O filme em questão chama-se "O Som da Liberdade" (Sound of Freedom/2023), dirigido por Alejandro Monteverde. Narra a história real do agente da CIA Tim Ballard (Jim Caviezel), que trabalha em um departamento da agência estadunidense focado em desbaratar quadrilhas que traficam crianças para crimes sexuais.
Após uma bem-sucedida primeira missão, Tim Ballard trava um diálogo com a criança chamada Miguel, que lhe conta que a sua irmã também foi sequestrada e ainda está sob controle da quadrilha. Com isso, Ballard pede autorização para ir à Colômbia e tentar resgatar a irmã do garoto.
A partir desse momento, o filme mergulha em mediocridade, estereótipos racistas e delírios cristãos. Vamos por partes: na Colômbia, ele faz uma parceria com "Vampiro", homem que atuava no narcotráfico, mas, após um chamado de Deus, mudou de lado e ajuda a desbaratar quadrilhas que traficam pessoas.
O próprio Tim Ballard também entende que atende a um chamado divino, prova disso é que, após a sua primeira busca pela garota fracassar, ele recebe um chamado da CIA para que volte imediatamente. Diante disso, ele resolve enfrentar a burocracia, se demite e monta um grupo para enfrentar as quadrilhas.
Ao justificar a sua demissão para o seu chefe na CIA, Tim Ballard diz a seguinte frase para ele: "os filhos de Deus não estão à venda". É com esse espírito que ele vai para a Colômbia.
Além de ser uma produção completamente apelativa, o filme "O Som da Liberdade" é profundamente racista, o que fica evidente na maneira como ele contrapõe Tim Ballard e os personagens colombianos: Ballard é retratado como angelical, ingênuo e saudável, enquanto os latinos são apresentados como rudes, fumantes, quase sempre bêbados e violentos. Isso remete à clássica definição colonial sobre os habitantes da América Latina.
Os filtros utilizados para demarcar essas diferentes civilizações também gritam na tela, visto que as cenas nos EUA são sempre limpas e harmoniosas, enquanto do lado colombiano prospera o caos, a sujeira e a corrupção.
Há outro paralelo que podemos fazer com o personagem Tim Ballard e a maneira como ele é retratado no filme: trata-se de um missionário que veio libertar as crianças das mãos dos selvagens. Ballard é o tipo homem branco desbravador, mas a sua missão colonial, que também é catequizadora, tem por objetivo salvar as crianças, pois essas ainda podem ser modeladas conforme os valores coloniais.
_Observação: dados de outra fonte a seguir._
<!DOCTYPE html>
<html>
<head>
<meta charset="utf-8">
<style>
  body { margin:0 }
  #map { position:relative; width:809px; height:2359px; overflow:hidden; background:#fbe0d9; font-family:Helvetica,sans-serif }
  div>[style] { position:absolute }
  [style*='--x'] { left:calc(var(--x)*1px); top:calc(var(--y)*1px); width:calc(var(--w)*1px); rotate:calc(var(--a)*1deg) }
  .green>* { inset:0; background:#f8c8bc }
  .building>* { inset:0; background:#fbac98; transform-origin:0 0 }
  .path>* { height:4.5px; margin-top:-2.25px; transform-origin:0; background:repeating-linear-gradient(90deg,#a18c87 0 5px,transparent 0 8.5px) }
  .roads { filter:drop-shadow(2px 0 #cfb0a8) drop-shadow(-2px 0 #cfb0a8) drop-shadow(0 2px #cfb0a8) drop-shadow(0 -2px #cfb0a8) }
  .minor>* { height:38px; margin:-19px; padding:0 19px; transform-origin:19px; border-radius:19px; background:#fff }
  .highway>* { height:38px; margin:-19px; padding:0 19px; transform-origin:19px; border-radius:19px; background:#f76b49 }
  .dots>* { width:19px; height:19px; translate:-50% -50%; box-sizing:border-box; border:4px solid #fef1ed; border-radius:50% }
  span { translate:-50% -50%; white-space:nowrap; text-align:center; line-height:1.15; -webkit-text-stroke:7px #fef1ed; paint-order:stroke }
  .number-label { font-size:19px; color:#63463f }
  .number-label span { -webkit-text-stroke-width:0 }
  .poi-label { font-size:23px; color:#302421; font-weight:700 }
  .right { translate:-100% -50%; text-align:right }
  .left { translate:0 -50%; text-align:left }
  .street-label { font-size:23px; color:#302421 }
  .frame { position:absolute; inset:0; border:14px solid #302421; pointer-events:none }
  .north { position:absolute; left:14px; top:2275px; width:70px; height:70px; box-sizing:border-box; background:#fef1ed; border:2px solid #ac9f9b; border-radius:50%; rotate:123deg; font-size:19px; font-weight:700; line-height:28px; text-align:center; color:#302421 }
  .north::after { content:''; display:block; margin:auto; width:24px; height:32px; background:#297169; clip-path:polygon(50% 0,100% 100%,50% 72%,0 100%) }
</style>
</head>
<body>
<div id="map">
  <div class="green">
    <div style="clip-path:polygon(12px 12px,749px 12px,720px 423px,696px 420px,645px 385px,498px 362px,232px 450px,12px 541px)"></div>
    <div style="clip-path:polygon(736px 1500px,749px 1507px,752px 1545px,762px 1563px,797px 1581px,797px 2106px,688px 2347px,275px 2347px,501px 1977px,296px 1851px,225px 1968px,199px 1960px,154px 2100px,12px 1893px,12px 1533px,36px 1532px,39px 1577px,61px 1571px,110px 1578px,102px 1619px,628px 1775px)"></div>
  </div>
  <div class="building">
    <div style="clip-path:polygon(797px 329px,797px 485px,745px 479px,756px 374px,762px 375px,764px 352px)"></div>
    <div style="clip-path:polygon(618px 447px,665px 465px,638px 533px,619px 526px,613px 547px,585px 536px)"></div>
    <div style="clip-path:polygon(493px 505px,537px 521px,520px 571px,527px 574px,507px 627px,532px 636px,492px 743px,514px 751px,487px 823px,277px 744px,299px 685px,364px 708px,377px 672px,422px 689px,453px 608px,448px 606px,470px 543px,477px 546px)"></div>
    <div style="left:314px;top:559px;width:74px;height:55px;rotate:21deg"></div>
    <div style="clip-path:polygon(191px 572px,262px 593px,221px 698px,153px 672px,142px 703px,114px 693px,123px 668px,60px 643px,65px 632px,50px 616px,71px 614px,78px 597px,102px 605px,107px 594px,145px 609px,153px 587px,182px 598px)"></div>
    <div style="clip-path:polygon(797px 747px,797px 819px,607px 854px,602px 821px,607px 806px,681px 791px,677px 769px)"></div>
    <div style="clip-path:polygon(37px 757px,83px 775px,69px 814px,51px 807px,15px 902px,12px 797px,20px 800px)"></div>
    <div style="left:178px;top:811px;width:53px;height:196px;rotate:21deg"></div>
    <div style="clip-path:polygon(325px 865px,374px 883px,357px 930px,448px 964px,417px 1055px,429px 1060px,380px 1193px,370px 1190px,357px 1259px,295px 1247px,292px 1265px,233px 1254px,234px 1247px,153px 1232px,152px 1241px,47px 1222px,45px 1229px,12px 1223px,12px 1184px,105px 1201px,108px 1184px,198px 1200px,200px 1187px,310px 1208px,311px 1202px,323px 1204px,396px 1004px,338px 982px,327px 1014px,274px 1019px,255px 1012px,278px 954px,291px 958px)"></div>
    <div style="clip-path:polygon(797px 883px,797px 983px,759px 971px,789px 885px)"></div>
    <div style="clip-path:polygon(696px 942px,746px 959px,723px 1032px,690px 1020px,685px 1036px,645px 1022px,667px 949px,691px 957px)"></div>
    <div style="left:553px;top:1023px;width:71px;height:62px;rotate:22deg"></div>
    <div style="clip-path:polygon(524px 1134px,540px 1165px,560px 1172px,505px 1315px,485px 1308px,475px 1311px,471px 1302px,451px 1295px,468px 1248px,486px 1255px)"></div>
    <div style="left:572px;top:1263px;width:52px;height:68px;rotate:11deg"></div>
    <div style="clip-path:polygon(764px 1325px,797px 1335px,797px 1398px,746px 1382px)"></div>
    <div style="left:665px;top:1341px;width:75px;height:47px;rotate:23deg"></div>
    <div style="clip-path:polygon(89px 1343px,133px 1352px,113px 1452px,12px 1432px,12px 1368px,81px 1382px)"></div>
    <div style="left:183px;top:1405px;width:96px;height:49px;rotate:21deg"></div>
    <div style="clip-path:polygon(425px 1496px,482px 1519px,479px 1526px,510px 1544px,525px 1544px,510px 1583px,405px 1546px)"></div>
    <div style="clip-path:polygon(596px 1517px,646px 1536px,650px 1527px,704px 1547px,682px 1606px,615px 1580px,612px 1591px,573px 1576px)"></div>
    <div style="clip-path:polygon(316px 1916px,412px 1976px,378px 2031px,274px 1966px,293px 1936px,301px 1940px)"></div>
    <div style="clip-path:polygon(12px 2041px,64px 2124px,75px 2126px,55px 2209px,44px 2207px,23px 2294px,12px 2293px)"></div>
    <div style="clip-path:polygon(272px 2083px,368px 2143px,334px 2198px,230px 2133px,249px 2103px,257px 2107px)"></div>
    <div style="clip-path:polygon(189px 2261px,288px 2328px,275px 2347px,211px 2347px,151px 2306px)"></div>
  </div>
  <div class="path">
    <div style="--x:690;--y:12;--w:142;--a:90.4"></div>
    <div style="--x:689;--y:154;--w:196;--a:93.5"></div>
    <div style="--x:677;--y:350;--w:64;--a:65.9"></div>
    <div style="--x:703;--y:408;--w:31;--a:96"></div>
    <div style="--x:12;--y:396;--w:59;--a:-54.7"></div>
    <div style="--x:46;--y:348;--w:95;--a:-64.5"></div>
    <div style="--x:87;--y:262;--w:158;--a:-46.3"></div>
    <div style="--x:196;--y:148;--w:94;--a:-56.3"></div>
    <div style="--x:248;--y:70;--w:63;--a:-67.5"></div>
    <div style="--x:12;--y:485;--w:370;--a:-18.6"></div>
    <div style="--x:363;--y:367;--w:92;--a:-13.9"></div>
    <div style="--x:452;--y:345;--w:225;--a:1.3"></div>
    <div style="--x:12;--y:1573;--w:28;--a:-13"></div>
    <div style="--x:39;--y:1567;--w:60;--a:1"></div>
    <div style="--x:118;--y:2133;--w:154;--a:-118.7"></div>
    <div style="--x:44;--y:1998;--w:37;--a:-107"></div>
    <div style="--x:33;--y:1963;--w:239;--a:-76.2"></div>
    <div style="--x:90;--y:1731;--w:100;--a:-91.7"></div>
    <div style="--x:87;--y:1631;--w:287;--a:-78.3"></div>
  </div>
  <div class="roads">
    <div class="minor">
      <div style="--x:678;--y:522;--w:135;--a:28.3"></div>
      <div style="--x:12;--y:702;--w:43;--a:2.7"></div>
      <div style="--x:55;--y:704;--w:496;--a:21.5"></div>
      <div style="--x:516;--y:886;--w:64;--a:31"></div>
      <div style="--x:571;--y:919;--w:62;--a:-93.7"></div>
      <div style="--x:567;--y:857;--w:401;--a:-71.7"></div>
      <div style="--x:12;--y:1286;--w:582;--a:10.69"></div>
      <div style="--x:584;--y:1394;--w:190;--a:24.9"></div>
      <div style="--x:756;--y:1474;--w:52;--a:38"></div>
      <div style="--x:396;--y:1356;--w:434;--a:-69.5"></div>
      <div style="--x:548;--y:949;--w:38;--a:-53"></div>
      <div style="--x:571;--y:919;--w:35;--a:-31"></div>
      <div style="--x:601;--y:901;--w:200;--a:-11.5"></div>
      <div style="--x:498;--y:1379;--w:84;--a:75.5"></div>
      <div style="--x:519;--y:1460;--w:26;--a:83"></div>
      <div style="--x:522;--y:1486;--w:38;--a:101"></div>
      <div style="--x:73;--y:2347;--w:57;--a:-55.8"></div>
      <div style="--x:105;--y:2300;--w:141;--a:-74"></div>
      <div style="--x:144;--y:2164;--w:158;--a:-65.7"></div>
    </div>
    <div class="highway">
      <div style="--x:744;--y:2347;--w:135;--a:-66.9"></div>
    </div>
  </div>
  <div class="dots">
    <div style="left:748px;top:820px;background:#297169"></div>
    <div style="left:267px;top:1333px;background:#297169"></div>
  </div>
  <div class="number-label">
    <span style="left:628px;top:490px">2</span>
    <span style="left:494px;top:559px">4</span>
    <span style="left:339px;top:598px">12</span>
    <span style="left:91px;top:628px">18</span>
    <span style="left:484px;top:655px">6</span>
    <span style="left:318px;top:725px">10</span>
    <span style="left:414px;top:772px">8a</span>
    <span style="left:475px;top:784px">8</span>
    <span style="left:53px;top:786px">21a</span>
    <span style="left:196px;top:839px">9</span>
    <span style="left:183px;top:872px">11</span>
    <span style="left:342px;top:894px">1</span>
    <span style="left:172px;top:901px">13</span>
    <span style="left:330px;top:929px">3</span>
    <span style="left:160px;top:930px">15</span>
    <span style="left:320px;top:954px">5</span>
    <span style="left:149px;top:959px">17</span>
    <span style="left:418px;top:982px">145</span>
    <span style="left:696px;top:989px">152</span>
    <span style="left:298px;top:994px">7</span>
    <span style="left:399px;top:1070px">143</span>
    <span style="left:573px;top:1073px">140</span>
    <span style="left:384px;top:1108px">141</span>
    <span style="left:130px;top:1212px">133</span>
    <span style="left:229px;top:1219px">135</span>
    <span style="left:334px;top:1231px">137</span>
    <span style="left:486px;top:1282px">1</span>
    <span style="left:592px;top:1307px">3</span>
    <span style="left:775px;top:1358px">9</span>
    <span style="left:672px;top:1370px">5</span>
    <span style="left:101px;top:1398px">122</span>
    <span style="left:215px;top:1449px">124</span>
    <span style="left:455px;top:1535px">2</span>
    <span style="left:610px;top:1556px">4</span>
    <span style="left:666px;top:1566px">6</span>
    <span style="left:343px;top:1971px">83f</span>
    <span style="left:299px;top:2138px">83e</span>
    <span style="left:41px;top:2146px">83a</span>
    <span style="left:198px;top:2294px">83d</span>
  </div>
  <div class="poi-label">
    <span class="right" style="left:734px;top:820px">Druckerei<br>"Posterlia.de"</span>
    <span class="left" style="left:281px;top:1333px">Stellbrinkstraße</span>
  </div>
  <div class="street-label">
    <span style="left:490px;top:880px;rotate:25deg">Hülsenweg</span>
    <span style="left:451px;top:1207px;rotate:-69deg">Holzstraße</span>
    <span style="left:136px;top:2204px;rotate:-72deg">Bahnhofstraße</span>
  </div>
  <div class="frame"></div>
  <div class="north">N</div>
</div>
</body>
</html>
Não é à toa que o filme, em momento algum, toca no ponto do tráfico de pessoas jovens e adultas, mas sim nas crianças. A base do roteiro é a mesma que alimenta o pânico moral da extrema direita, que cresce em cima do “tirem as mãos das crianças” e transforma tudo em “ideologia de gênero” e fim da família.
Todo esse clima delirante e cristão faz com que "O Som da Liberdade" transforme algo grave, que é o tráfico de corpos, em uma missão para apenas pessoas iluminadas por Deus. No outro campo, estão as pessoas que viraram as costas, na leitura do filme, “o sistema”.
Não à toa, o filme foi abraçado pela extrema direita dos EUA e por grupos fundamentalistas que lançaram uma intensa campanha e colocaram o filme no Top 10 das maiores bilheterias. No Brasil, bolsonaristas tentam fazer o mesmo e, caso a bilheteria fracasse, vão culpar a "elite cultural", esse argumento já corre por aí.
Ainda que retiremos da análise todo o delírio cristão e a ideia do "homem branco salvador" de crianças das mãos dos "latinos selvagens", o que resta é um cinema de quinta categoria, com fotografia cafona e atuações que beiram o sofrível.
Destaque para a trilha sonora, uma das coisas mais irritantes do filme: com o objetivo de forçar lágrimas e comoção, somos torturados por 2h15 com músicas cafonas e melodramáticas que não cumprem a sua função, no caso, nos deixar um pouco tristes e esquecer a barbárie que esse longa-metragem é.